Оля прикладывает бинокль, железные ободки больно впиваются в кожу холодом. Бинокль пахнет старой замшей, пылью, металлом и чем-то еще незнакомым, и очень притягивающим. Так не пахнет больше ничто в мире: это запах на грани дымка от оледенелого металла, масляной смазки, меди, и дедушкиных папирос.

Оля крутит кольцо фокусировки, настраивает резкость.

Два человека напротив вдруг попадают прямо к Оле на кухню. Она стоит за их спинами молчаливой тенью. Она смотрит на ямочки от улыбки в уголках губ, на ресничку, упавшую на щеку.

Они так близко, что, кажется, протяни руку… Оля упирается ладонью в ледяное оконное стекло.

Он совсем не такой, каким Оля себе представляла все это время. Подумать только, а ведь она никогда раньше не видела его вблизи. Оля все придумала. Придумала всю их семью – внешность, голоса, имена.

Оля убирает бинокль. Это снова чужие ей люди. Она их не знает. И все же, ведь Оля узнала его…

«Я не знал тебя, но узнал тут же».

Оля трясет головой и скорее прячет бинокль обратно в мешочек, затем в саквояж. И зачем-то, может для пущего убеждения, ногой отправляет саквояж под стол.

– Фух, – Оля тяжело опирается локтями о столешницу. Крошки хлеба впиваются в кожу сквозь решето петель вязанного свитера.

Оля поворачивает голову – пара в окне напротив все еще говорит. Жена сидит на столешнице, голые ноги в спущенных гетрах на коленях у мужа. Он всем своим корпусом подался вперед, к ней, точно даже это ничтожное расстояние ему натерпится, жаждется преодолеть.

Она смеется. Короткие каштановые волосы встрепаны – локоны щекочут плечи.

Оля резко задергивает шторы. Сеанс окончен. Пора спать.

Глава 13 Оля

Семья Парфеновых живет в обычной хрущевке, пятиэтажное серое здание, вытянутое вдоль другого, такого же, похожего как близнец. По своей форме дом похож на кирпич, уложенный на бок. Оля топчется у подъезда – в руке бумажка с адресом. Оля неуверенно оглядывается, выискивая взглядом дом «покруче». Как-то не вяжется мерседес с облупившейся краской двери, с выбитым замком и отсутствием домофона. С третьего этажа на Олю скалясь, лает морда бульдога.

Идти к Парфенову или нет Оля практически и не думала. Не было у Оли такого выбора – поступиться своей совестью.
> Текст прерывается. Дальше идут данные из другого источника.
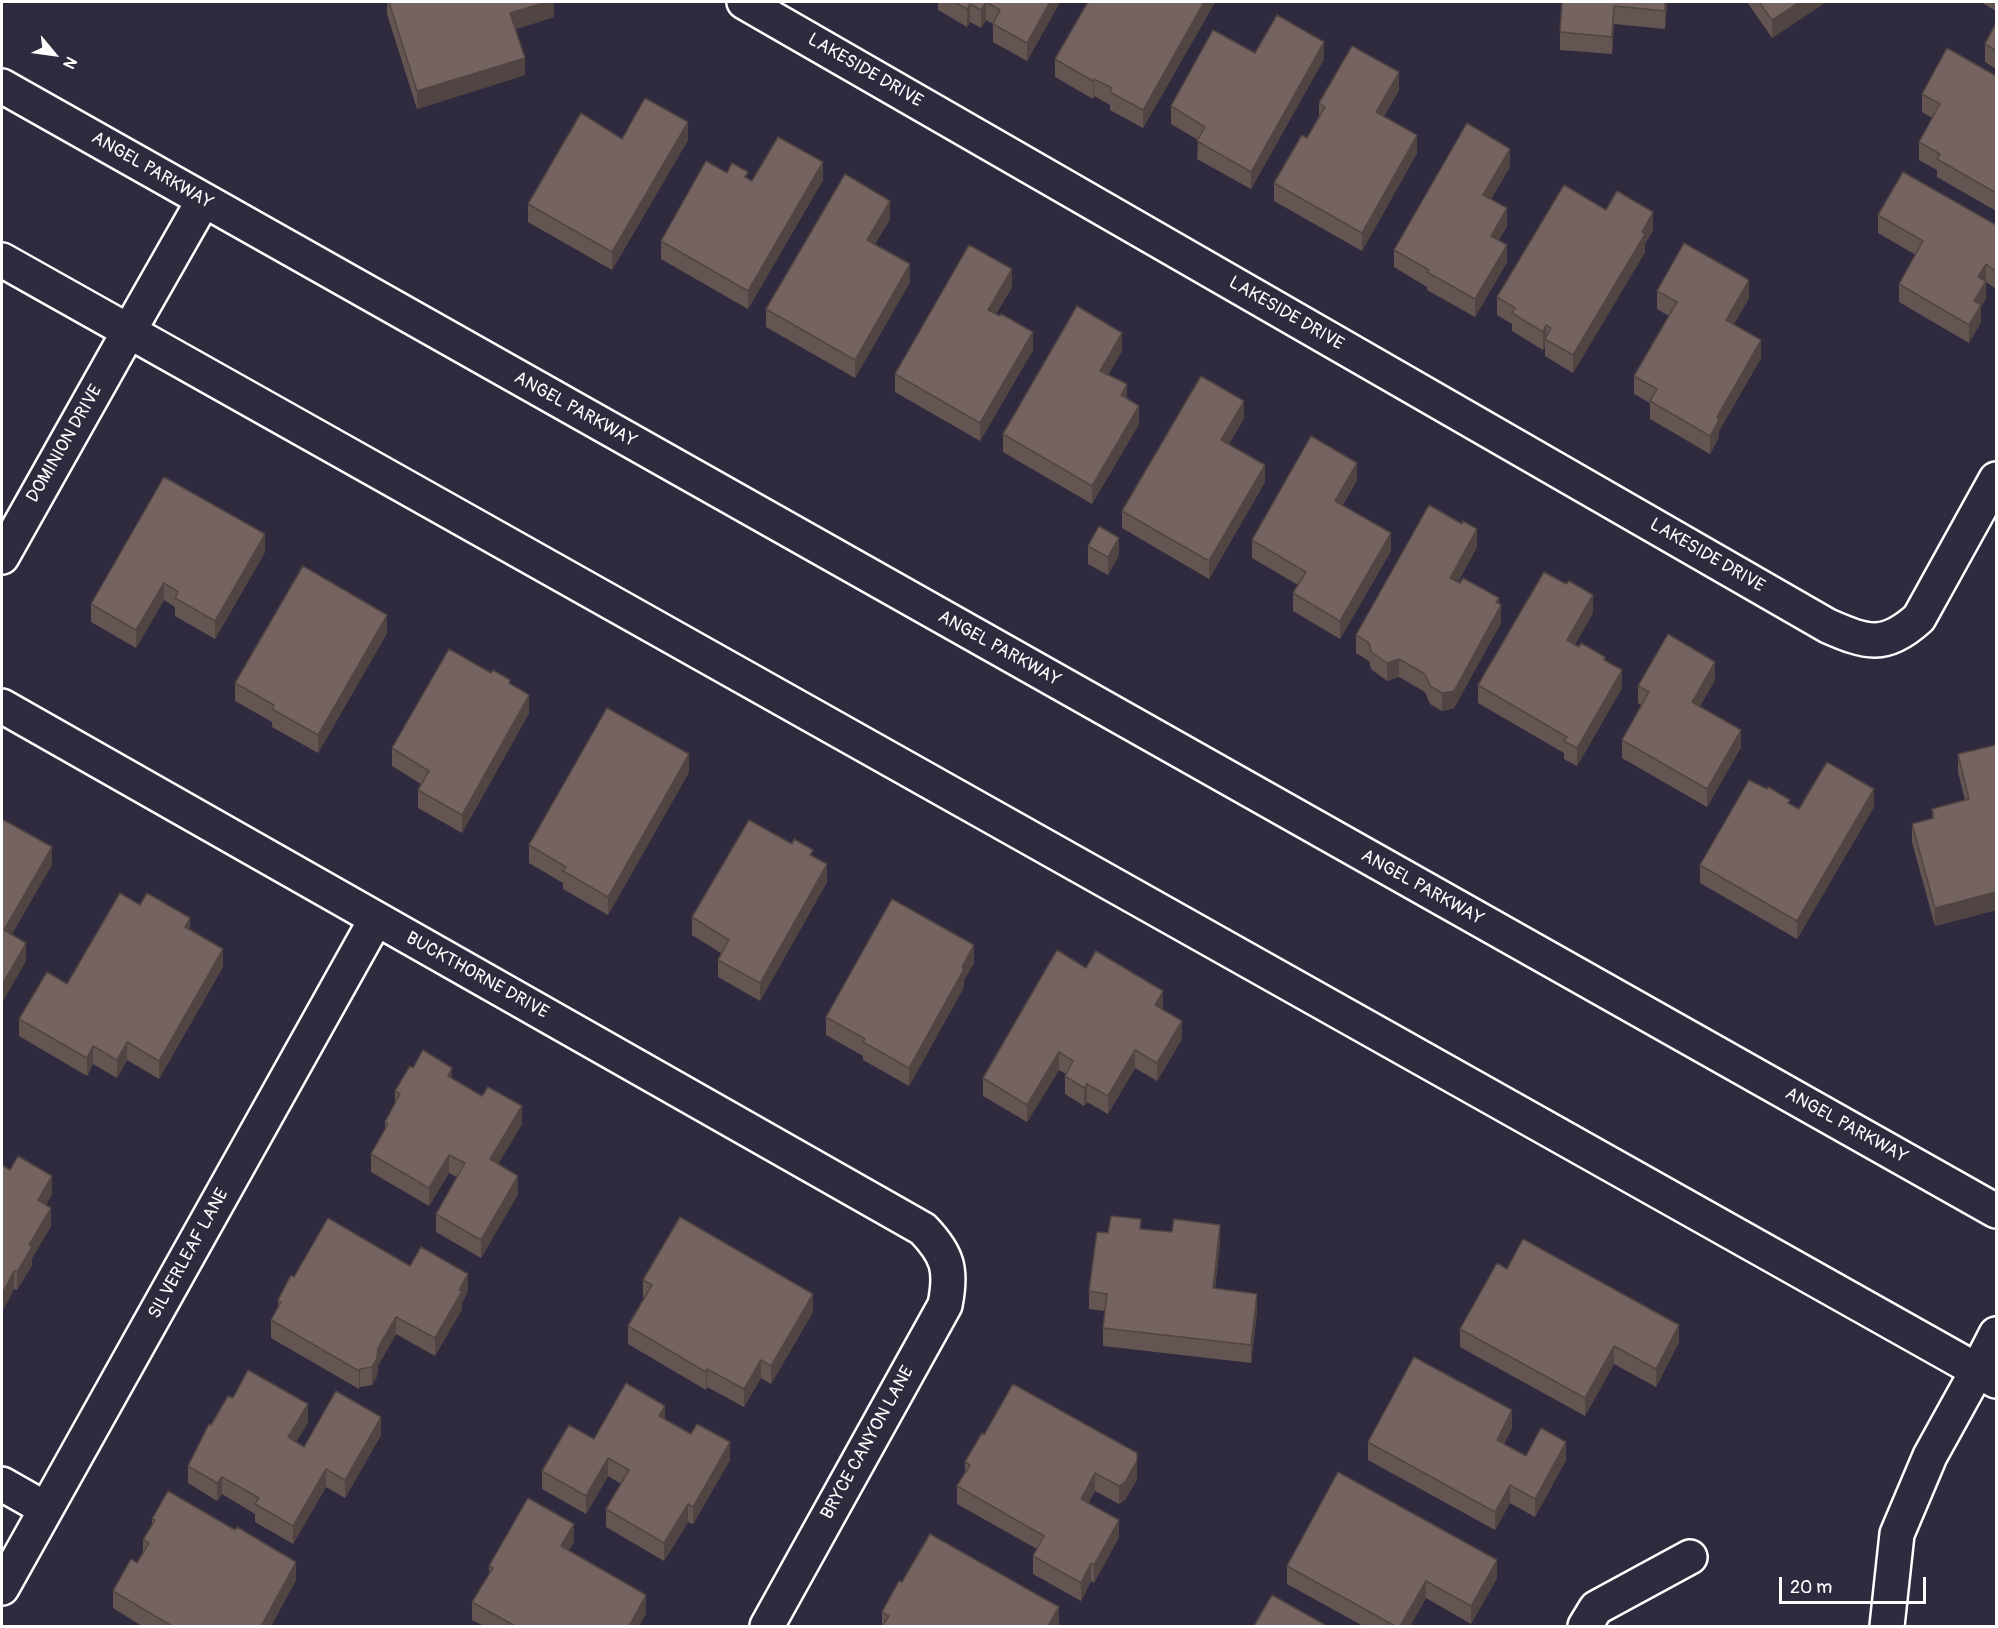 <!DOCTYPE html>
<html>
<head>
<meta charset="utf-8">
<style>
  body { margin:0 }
  #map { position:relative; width:1998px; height:1628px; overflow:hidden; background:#2f2a3d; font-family:Pangolin,sans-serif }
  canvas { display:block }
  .frame { position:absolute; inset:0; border:3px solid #fff; pointer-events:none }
  .north { position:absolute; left:24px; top:24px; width:60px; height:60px; -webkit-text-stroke:4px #2f2a3d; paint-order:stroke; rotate:119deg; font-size:16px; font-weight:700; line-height:24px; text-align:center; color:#fff }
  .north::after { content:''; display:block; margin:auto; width:21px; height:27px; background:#fff; clip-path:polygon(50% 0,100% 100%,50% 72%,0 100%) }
  .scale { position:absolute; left:1779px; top:1577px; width:147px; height:27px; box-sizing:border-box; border:3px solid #fff; border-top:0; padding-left:8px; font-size:18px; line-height:21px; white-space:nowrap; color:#fff; -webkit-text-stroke:4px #2f2a3d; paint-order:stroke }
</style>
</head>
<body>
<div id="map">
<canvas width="1998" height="1628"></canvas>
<div class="frame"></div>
<div class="north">N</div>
<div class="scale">20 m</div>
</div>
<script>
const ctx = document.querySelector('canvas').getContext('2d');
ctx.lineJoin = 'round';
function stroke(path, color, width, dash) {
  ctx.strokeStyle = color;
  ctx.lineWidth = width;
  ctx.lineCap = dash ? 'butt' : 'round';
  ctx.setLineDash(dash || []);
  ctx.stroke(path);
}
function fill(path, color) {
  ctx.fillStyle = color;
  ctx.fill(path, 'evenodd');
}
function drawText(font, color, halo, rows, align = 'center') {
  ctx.font = font + ' Pangolin,sans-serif';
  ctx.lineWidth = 4.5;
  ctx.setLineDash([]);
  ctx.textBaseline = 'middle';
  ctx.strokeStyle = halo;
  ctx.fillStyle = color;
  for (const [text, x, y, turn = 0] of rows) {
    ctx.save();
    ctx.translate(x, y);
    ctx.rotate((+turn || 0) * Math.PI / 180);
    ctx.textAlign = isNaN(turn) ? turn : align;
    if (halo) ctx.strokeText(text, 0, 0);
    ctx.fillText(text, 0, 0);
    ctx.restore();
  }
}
const minor = new Path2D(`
  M744,2L1828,626C1867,643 1885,649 1919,618L1996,479
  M2,557L129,331
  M2,706L923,1229C948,1255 952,1270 945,1305L767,1626
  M2,1484L46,1509
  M2,1588L376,919
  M1585,1626L1596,1608L1690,1557
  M1887,1626L1897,1534L1930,1456L1977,1371`);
const major = new Path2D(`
  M2,86L1996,1211
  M2,260L1996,1381
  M129,331L203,201
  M1977,1371L1996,1334`);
stroke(minor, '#fff', 38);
stroke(major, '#fff', 38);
stroke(minor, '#2f2a3d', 33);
stroke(major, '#2f2a3d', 33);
fill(new Path2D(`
  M387,2H554V17L516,29L525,75L417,109L387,14Z
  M938,2H1060L1027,61L993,42V24L986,20L981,28L970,22L967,27L938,10Z
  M1215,2L1143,128L1110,110V105L1094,96L1093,99L1055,77V59Z
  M1562,2H1667L1665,29L1614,24L1612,54L1560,50V32Z
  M1747,2H1826L1772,38Z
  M1984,2H1996V11L1984,4Z
  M1996,23V69L1985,62V44Z
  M1255,53L1324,59L1251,189L1197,159L1198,140L1171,124V106Z
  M1996,76V211L1937,177V170L1919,160V142L1932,118L1922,112V94Z
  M1399,90L1384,116L1417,153L1362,251L1274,201V183L1307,138L1319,116V103Z
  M622,139L688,140L612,270L528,222V204Z
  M1510,167L1491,199L1507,226L1499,240L1507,262L1475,317L1427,290V287L1394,267V250Z
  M727,173L748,179L752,181L823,180L748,309L661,259V241Z
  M1606,210L1653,230L1645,244V252L1573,373L1545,356V346L1543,350L1512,331V324L1497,315V297Z
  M1878,215L1996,225V289L1986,282V298L1981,307V322L1969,343L1899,302V284L1916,255L1878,233Z
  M890,219L875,244L910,282L855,378L766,327V309Z
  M1012,287L996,314L1033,350L980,441L895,392V374Z
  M1657,291L1749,298L1734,324L1761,358L1719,431V437L1710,454L1650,419V403L1634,394V376L1669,316L1657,309Z
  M1122,351L1108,375L1127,399L1139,424L1092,504L1003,452V434Z
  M1244,418L1229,444L1265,482L1209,579L1122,528V511Z
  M1357,480L1343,505L1391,551L1340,639L1293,611V593L1298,585L1252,558V540Z
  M1088,546L1119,555L1108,575L1088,564Z
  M1477,547L1458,582L1499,604L1501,623L1454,708L1442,711L1430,704L1425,692L1399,677L1387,681L1371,669L1369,661L1356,653V635Z
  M265,552L215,639L175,616V607L164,600L136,648L91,622V604Z
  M1593,613L1575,644L1605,661L1622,688L1577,766L1564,759V753L1478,703V685Z
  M387,633L318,753L272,727V722L235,701V683Z
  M1715,680L1700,706L1741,747L1707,807L1622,758V740L1641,705L1638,703V686Z
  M510,684L529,713L462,833L418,808V790L421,784L392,766V748Z
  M1996,745V910L1935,926L1912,842V824L1932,818V809L1965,800L1958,772V754Z
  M689,772L608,915L563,889V883L529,863V845Z
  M1790,804L1799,809L1874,807L1797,939L1700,883V865Z
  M813,856L827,882L760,1001L718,977V960L721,953L692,935V917Z
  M140,905L190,930L223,967L159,1079L127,1060L117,1078L93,1064L87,1076L19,1036V1019L67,984Z
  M974,963L964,980V987L909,1086L863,1060V1056L826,1035V1017Z
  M1163,1008V1010L1182,1039L1157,1081L1135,1068L1108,1114L1087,1102L1084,1106L1065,1094V1076L1066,1074L1059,1070L1027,1122L983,1096V1078Z
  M413,1068L452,1079L522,1124L498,1164L518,1194L481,1258L436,1232V1214L457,1177L449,1173L429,1206L371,1172V1154L385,1130V1122L395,1103V1091Z
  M2,1165L52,1194L46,1205L51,1226L32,1258V1265L17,1290L14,1289L2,1312Z
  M1141,1229L1220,1243L1215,1289L1257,1312L1251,1363L1103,1346V1328L1105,1311L1089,1309V1291L1108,1233Z
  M410,1266L468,1291L462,1303V1309L435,1356L396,1334L378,1366L377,1376L372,1385L360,1387L359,1389L271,1338V1320L278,1308V1300L294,1277Z
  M1507,1269L1679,1342L1656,1387L1614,1364L1585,1416L1460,1347V1329Z
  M643,1280L813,1312L771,1384L761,1378L744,1407L707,1387L706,1390L628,1344V1326L644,1298L643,1297Z
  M233,1398L308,1422L296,1442L304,1447L381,1435L345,1498L326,1487L293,1544L255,1522V1514L222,1494L217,1501L188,1483V1466Z
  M665,1419L730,1460L693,1524L688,1522L664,1561L606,1527V1509L621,1484L608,1476L586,1514L542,1489V1471L594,1439Z
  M1512,1428L1504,1444L1526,1456L1566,1460L1535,1517L1510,1503L1495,1530L1368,1460V1442Z
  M982,1433L1137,1479L1125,1500L1119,1504L1095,1491L1088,1503L1119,1537L1094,1583L1091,1581L1081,1601L1033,1574V1556L1037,1549L957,1504V1486L965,1473V1462Z
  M152,1519L296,1580L271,1626H142L113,1608V1591L137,1563L143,1554V1540L152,1525Z
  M574,1542L569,1550L646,1613L639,1626H484L472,1620V1602L489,1574V1566Z
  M1287,1566L1497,1578L1471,1624L1426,1598L1410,1626H1363L1287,1584Z
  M902,1582L1059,1625L1058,1626H882V1612Z`), '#645553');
fill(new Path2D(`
  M547,2H554V17L510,31V13Z
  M986,2V20L981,28V10Z
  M1050,2H1060L1027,61V43Z
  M1204,2H1215L1143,128V110Z
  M1665,2H1667L1665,29Z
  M1800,2H1826L1772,38V20Z
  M970,4V22L967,27V9Z
  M1614,6V24L1612,54V37Z
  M1324,42V59L1251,189V172Z
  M525,58V75L417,109V91Z
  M1399,72V90L1376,130V112Z
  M1094,79V96L1093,99V81Z
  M688,122V140L612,270V252Z
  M1417,135V153L1362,251V233Z
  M1510,149V167L1483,212V195Z
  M823,162V180L748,309V291Z
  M890,201V219L867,258V240Z
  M1507,208V226L1491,254V236Z
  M1653,212V230L1645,244V252L1573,373V355Z
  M1507,245V262L1475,317V299Z
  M910,264V282L855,378V360Z
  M1986,264V298L1981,307V322L1969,343V325L1978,277Z
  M1012,269V287L988,328V310Z
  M1749,280V298L1726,337V320Z
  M1546,325V339H1545V346L1543,350V332Z
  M1033,332V350L980,441V423Z
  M1122,333V351L1100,389V371Z
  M1761,340V358L1719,431V437L1710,454V436L1717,417Z
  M1127,384V402L1121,395Z
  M1244,401V418L1221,458V440Z
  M1139,406V424L1092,504V486Z
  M1357,463V480L1335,518V501Z
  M1265,465V482L1209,579V561Z
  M1477,529V547L1450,596V578Z
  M1391,533V551L1340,639V621Z
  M265,534V552L215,639V621Z
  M1119,538V555L1108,575V557Z
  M164,583V600L136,648V630Z
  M1593,595V613L1567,658V640Z
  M1499,598V609L1501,605V623L1454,708L1442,711V693Z
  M387,615V633L318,753V735Z
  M1399,659V677L1387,681V663Z
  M1715,662V680L1692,720V702Z
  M1622,670V688L1577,766V748Z
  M529,695V713L462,833V815Z
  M1741,730V747L1707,807V789Z
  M689,754V772L608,915V897Z
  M1874,789V807L1797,939V921Z
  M52,847V865L4,948V930Z
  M827,864V882L760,1001V983Z
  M1996,892V910L1935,926V908Z
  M190,918V936L185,927Z
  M26,943V961L2,1003V985Z
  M974,945V963L964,980V987L909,1086V1068Z
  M223,949V967L159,1079V1061Z
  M1163,991V1008L1155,1023V1005Z
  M1182,1021V1039L1157,1081V1063Z
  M127,1042V1060L117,1078V1060Z
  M93,1046V1064L87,1076V1058Z
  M1135,1050V1068L1108,1114V1096Z
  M1059,1052V1070L1027,1122V1105Z
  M452,1068V1086L448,1076Z
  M1087,1084V1102L1084,1106V1088Z
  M522,1106V1124L490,1177V1159Z
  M449,1155V1173L429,1206V1188Z
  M52,1176V1194L38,1218V1200Z
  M518,1176V1194L481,1258V1240Z
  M51,1208V1226L32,1258V1265L17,1290V1272L29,1245Z
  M1220,1225V1243L1213,1306V1288Z
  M14,1271V1289L2,1312V1294Z
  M468,1274V1291L462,1303V1309L435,1356V1338Z
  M813,1294V1312L771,1384V1366Z
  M1257,1294V1312L1251,1363V1345Z
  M396,1317V1334L378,1366L377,1376L372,1385V1367L378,1348Z
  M1679,1325V1342L1656,1387V1369Z
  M1614,1346V1364L1585,1416V1398Z
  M761,1360V1378L744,1407V1389Z
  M360,1369V1387L359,1389V1371Z
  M707,1369V1387L706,1390V1372Z
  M308,1404V1422L288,1455V1437Z
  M665,1406V1424L659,1416Z
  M1512,1410V1428L1497,1458V1440Z
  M381,1417V1435L345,1498V1480Z
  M730,1442V1460L693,1524V1507Z
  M1566,1442V1460L1535,1517V1499Z
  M608,1458V1476L586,1514V1496Z
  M1137,1461V1479L1125,1500L1119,1504V1486Z
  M326,1469V1487L293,1544V1526Z
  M1095,1473V1491L1081,1516V1499Z
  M222,1477V1494L217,1501V1483Z
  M1510,1485V1503L1495,1530V1512Z
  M688,1504V1522L664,1561V1543Z
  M1119,1520V1537L1094,1583V1565Z
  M574,1524V1542L561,1564V1546Z
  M1497,1560V1578L1471,1624V1606Z
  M296,1562V1580L271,1626H261Z
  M1091,1563V1581L1081,1601V1583Z
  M1426,1581V1598L1410,1626H1400Z
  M646,1595V1613L639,1626H629Z
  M1059,1607V1625L1058,1626H1048Z`), '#514543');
const building = new Path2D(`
  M389,2H547L510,13L525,58L417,91Z
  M954,2H1050L1027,43L993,24L1000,10L986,2L981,10L970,4L967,9Z
  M1088,2H1204L1143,110L1110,92L1112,88L1094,79L1093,81L1055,59Z
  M1562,2H1665V11L1614,6L1612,37L1560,32Z
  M1759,2H1800L1772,20Z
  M1277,15L1324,42L1251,172L1197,141L1205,127L1171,106L1213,30L1255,53Z
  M1996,23V51L1985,44Z
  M1352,46L1399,72L1376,112L1417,135L1362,233L1274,183L1302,135L1307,138L1325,107L1319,103Z
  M1947,48L1996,76V193L1937,159L1940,154L1919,142L1940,104L1922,94Z
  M645,98L688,122L612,252L528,204L581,113L622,139Z
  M1467,123L1510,149L1483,195L1507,208L1491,236L1507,245L1475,299L1427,272L1429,270L1394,250Z
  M778,137L823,162L748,291L661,241L706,161L727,173L732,163L748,172L745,177L752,181Z
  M1903,172L1996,225V271L1986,264L1978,277L1986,281L1974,301L1981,305L1969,325L1899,284L1923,241L1878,215Z
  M845,174L890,201L867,240L910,264L855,360L766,309Z
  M1564,185L1606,210L1617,191L1653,212L1642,232L1645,234L1573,355L1545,339L1551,328L1546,325L1543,332L1512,313L1515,308L1497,297Z
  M1684,243L1749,280L1726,320L1761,340L1717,417L1719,420L1710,436L1650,401L1657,389L1634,376L1677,302L1657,291Z
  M969,245L1012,269L988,310L1000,316L1001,314L1033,332L980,423L895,374Z
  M1077,306L1122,333L1100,371L1127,384L1121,395L1139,406L1092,486L1003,434Z
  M1201,376L1244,401L1221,440L1265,465L1209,561L1122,511Z
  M1311,436L1357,463L1335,501L1391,533L1340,621L1293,593L1306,572L1252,540Z
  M164,477L265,534L215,621L175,598L178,592L164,583L136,630L91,604Z
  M1429,505L1462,524L1463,521L1477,529L1450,578L1460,583L1463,578L1499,598L1496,602L1501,605L1454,691L1442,693L1430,686L1425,674L1399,659L1387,663L1371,652L1369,643L1356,635Z
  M1099,526L1119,538L1108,557L1088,546Z
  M303,566L387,615L318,735L272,709L274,705L235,683Z
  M1544,572L1566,584L1569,581L1593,595L1567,640L1579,647L1581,643L1605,657L1604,660L1622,670L1577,748L1564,741L1567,737L1478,685Z
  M1668,634L1715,662L1692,702L1741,730L1707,789L1622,740L1649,692L1638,686Z
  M449,649L491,673L493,670L510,680L509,683L529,695L462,815L418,790L429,771L392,748Z
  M607,708L689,754L608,897L563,871L566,867L529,845Z
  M1996,745V892L1935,908L1912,824L1934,818L1932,809L1969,799L1958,754Z
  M1827,762L1874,789L1797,921L1700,865L1749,780L1767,789L1768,787L1790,800L1788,803L1799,809Z
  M2,819L52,847L4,930L26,943L2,985Z
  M749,820L792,844L794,839L813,850L810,855L827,864L760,983L718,960L729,940L692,917Z
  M120,893L140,905L147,893L190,918L185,927L223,949L159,1061L127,1042L117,1060L93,1046L87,1058L19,1019L47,972L67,984Z
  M892,899L974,945L962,967L964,969L909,1068L863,1042L865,1039L826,1017Z
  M1057,950L1086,968L1096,951L1163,991L1155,1005L1182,1021L1157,1063L1135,1050L1108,1096L1087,1084L1084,1088L1065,1076L1073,1061L1059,1052L1027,1105L983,1078Z
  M423,1050L452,1068L448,1076L482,1096L488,1087L522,1106L490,1159L518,1176L481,1240L436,1214L465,1163L449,1155L429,1188L371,1154L388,1124L385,1122L400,1094L395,1091L410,1066L413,1068Z
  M18,1156L52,1176L38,1200L51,1208L29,1245L32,1247L17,1272L14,1271L2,1294V1165L10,1170Z
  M1111,1216L1141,1219L1140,1229L1172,1232L1174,1219L1220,1225L1213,1288L1257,1294L1251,1345L1103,1328L1107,1294L1089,1291L1097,1232L1108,1233Z
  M680,1217L813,1294L771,1366L761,1360L744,1389L707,1369L706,1372L628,1326L652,1285L643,1280Z
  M328,1218L410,1266L421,1247L468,1274L459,1290L462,1291L435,1338L396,1317L378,1348L377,1358L372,1367L360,1369L359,1371L271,1320L281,1302L278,1300L291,1275L294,1277Z
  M1523,1239L1679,1325L1656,1369L1614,1346L1585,1398L1460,1329L1497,1263L1507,1269Z
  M1414,1357L1512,1410L1497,1440L1526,1456L1541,1428L1566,1442L1535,1499L1510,1485L1495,1512L1368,1442Z
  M248,1370L308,1404L288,1437L304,1447L336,1391L381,1417L345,1480L326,1469L293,1526L255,1504L259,1498L222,1477L217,1483L188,1466L209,1424L211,1425L228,1396L233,1398Z
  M626,1383L665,1406L659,1416L691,1434L697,1424L730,1442L693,1507L688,1504L664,1543L606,1509L629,1470L608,1458L586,1496L542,1471L569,1425L594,1439Z
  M1013,1384L1137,1453V1461L1125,1482L1119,1486L1095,1473L1081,1499L1119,1520L1094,1565L1091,1563L1081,1583L1033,1556L1044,1536L957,1486L970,1465L965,1462L982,1433L984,1435Z
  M1338,1472L1497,1560L1471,1606L1426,1581L1400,1626H1395L1287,1566Z
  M168,1491L235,1530L237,1527L296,1562L261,1626H172L113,1591L131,1559L137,1563L149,1543L143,1540L155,1520L152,1519Z
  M528,1498L574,1524L561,1546L646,1595L629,1626H515L472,1602L493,1568L489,1566Z
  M930,1534L1059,1607L1048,1626H882L889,1616L882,1612L899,1581L902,1582Z
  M1272,1595L1327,1626H1254Z`);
fill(building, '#746360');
stroke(building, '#514543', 1.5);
drawText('18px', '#fff', '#2f2a3d', [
  ["LAKESIDE DRIVE",865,71,30],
  ["ANGEL PARKWAY",152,171,30],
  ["LAKESIDE DRIVE",1286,314,30],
  ["ANGEL PARKWAY",575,410,29],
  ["DOMINION DRIVE",65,444,-60],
  ["LAKESIDE DRIVE",1707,556,30],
  ["ANGEL PARKWAY",999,649,29],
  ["ANGEL PARKWAY",1422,888,29],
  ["BUCKTHORNE DRIVE",477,976,29],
  ["ANGEL PARKWAY",1846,1126,29],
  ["SILVERLEAF LANE",189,1254,-61],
  ["BRYCE CANYON LANE",868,1443,-61]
]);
</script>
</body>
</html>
Мерседес каждый день мозолит Оле глаза – он стоит на школьной парковке, в ряду старых, побитых жизнью учительских машин, даже как-то неприлично сверкая своей новизной и дороговизной. Каждый день рядом с мерседесом на переменках собирается толпа детей, которые хоть и хорохорятся, но глядят на машину с благоговейным ужасом. Даже самые наглые хулиганы не осмеливаются плюнуть на капот, или пнуть колесо – так из мелочной злобы.